▸ **Task description**:
Give the data again exactly, stopping after the "width:11px; height:11px; translate:-50%" line.

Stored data
================================
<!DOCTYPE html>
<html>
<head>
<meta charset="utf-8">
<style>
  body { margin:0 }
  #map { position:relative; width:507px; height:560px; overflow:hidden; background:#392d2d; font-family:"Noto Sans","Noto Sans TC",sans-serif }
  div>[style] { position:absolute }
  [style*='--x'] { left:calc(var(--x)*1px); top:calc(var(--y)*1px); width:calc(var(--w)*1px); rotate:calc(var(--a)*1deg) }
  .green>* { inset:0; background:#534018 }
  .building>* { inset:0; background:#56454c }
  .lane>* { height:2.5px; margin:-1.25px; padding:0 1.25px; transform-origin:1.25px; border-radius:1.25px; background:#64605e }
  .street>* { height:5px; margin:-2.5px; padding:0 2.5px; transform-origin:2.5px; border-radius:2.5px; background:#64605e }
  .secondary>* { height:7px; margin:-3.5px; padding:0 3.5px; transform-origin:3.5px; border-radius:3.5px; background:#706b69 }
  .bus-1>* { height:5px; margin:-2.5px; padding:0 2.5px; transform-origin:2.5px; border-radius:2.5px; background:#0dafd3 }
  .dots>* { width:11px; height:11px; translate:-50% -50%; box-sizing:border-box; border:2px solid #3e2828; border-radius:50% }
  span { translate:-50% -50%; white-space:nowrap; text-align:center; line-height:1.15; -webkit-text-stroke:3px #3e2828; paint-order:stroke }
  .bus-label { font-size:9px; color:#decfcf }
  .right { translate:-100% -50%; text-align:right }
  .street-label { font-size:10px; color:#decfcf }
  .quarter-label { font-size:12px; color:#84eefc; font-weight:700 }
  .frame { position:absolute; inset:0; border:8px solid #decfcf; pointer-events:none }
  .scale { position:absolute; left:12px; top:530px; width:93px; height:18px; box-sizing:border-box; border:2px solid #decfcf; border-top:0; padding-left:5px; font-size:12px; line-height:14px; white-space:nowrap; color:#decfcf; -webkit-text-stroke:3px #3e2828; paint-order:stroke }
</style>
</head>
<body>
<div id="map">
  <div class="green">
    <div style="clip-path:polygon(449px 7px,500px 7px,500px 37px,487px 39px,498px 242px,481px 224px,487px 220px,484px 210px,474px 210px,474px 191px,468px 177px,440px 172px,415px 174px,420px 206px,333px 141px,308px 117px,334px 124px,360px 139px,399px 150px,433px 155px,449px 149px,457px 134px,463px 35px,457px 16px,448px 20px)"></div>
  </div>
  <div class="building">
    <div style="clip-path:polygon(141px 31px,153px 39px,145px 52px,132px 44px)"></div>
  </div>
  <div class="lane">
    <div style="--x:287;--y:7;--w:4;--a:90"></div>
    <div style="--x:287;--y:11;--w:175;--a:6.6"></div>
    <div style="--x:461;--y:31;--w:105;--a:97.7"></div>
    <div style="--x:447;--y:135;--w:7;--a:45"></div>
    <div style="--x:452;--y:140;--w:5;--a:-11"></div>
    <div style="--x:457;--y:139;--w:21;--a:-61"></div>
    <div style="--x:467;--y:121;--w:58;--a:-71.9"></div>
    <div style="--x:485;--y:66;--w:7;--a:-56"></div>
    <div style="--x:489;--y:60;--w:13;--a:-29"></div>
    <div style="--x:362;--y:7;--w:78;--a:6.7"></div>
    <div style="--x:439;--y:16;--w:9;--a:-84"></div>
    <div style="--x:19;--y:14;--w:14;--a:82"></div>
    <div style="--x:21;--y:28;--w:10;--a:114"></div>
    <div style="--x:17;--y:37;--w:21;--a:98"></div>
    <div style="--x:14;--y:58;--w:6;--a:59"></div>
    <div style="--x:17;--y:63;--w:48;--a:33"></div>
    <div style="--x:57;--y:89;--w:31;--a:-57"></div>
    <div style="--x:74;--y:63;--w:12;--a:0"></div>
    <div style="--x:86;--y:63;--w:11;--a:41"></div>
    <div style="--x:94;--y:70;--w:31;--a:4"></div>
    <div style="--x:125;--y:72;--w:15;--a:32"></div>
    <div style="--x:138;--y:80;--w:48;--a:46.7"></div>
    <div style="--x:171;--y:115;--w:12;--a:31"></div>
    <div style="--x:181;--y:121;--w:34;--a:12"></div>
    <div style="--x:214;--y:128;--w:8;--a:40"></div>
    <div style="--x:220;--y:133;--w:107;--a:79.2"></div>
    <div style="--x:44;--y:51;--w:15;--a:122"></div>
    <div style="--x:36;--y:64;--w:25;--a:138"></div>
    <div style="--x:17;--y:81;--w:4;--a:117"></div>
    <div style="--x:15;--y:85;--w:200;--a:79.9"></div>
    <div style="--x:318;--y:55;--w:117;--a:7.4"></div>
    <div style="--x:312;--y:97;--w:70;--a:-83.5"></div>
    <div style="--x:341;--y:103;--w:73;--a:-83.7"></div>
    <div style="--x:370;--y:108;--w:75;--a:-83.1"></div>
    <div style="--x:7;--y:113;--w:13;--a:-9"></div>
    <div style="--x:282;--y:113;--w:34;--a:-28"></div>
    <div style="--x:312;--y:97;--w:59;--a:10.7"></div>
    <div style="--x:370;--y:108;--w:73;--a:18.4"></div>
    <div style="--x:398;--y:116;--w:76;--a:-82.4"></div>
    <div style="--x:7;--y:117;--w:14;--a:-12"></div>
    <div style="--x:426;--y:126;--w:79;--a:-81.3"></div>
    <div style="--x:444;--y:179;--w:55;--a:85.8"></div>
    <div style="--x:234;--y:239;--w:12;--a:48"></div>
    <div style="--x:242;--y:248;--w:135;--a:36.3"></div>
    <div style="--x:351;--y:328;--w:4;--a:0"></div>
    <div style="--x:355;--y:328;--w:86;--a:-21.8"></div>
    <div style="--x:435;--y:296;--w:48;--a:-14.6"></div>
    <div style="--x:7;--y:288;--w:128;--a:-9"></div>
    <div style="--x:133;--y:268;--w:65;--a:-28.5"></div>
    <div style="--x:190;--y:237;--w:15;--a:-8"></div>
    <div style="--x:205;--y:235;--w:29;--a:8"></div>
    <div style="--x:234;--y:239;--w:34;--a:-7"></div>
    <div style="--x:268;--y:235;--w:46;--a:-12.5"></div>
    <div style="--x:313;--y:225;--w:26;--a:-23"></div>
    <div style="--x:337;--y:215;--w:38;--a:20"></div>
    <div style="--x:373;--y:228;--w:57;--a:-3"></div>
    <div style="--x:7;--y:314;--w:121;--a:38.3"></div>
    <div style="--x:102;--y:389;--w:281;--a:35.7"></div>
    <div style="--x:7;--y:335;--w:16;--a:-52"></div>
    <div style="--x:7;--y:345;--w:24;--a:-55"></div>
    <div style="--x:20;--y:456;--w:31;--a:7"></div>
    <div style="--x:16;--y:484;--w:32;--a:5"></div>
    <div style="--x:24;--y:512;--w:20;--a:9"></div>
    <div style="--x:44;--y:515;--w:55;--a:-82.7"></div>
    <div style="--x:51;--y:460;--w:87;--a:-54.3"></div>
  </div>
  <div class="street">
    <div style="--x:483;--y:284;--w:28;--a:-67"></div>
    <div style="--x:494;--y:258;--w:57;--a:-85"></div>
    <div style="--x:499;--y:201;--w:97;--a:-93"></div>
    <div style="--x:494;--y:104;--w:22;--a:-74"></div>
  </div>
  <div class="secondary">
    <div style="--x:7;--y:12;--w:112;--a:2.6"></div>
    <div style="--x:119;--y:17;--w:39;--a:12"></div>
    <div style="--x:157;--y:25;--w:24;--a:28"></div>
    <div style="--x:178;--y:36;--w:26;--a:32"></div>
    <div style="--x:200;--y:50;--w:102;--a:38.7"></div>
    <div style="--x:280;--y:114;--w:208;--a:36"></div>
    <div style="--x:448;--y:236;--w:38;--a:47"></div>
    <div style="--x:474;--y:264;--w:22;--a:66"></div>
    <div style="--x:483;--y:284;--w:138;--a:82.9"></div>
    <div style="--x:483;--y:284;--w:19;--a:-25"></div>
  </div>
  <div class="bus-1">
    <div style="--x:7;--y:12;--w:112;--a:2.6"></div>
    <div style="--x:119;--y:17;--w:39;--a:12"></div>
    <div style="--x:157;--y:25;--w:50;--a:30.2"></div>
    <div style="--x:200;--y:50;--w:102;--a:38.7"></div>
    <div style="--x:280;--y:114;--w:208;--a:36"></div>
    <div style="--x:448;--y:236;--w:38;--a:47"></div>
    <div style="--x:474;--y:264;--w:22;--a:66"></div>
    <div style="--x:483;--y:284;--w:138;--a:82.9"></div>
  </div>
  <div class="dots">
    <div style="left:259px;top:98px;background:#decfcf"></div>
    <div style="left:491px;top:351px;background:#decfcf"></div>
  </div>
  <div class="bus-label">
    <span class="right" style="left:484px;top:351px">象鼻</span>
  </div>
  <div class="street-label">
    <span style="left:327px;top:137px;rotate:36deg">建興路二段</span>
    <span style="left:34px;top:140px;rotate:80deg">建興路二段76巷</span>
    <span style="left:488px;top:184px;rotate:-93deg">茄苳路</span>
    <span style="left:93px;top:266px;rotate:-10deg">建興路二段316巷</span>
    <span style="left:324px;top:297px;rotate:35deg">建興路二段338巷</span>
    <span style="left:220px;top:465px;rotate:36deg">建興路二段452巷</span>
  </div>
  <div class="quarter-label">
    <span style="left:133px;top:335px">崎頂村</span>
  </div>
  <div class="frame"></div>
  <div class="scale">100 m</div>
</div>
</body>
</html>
================================
▸ **Answer for the task**:
<!DOCTYPE html>
<html>
<head>
<meta charset="utf-8">
<style>
  body { margin:0 }
  #map { position:relative; width:507px; height:560px; overflow:hidden; background:#392d2d; font-family:"Noto Sans","Noto Sans TC",sans-serif }
  div>[style] { position:absolute }
  [style*='--x'] { left:calc(var(--x)*1px); top:calc(var(--y)*1px); width:calc(var(--w)*1px); rotate:calc(var(--a)*1deg) }
  .green>* { inset:0; background:#534018 }
  .building>* { inset:0; background:#56454c }
  .lane>* { height:2.5px; margin:-1.25px; padding:0 1.25px; transform-origin:1.25px; border-radius:1.25px; background:#64605e }
  .street>* { height:5px; margin:-2.5px; padding:0 2.5px; transform-origin:2.5px; border-radius:2.5px; background:#64605e }
  .secondary>* { height:7px; margin:-3.5px; padding:0 3.5px; transform-origin:3.5px; border-radius:3.5px; background:#706b69 }
  .bus-1>* { height:5px; margin:-2.5px; padding:0 2.5px; transform-origin:2.5px; border-radius:2.5px; background:#0dafd3 }
  .dots>* { width:11px; height:11px; translate:-50% -50%; box-sizing:border-box; border:2px solid #3e2828; border-radius:50% }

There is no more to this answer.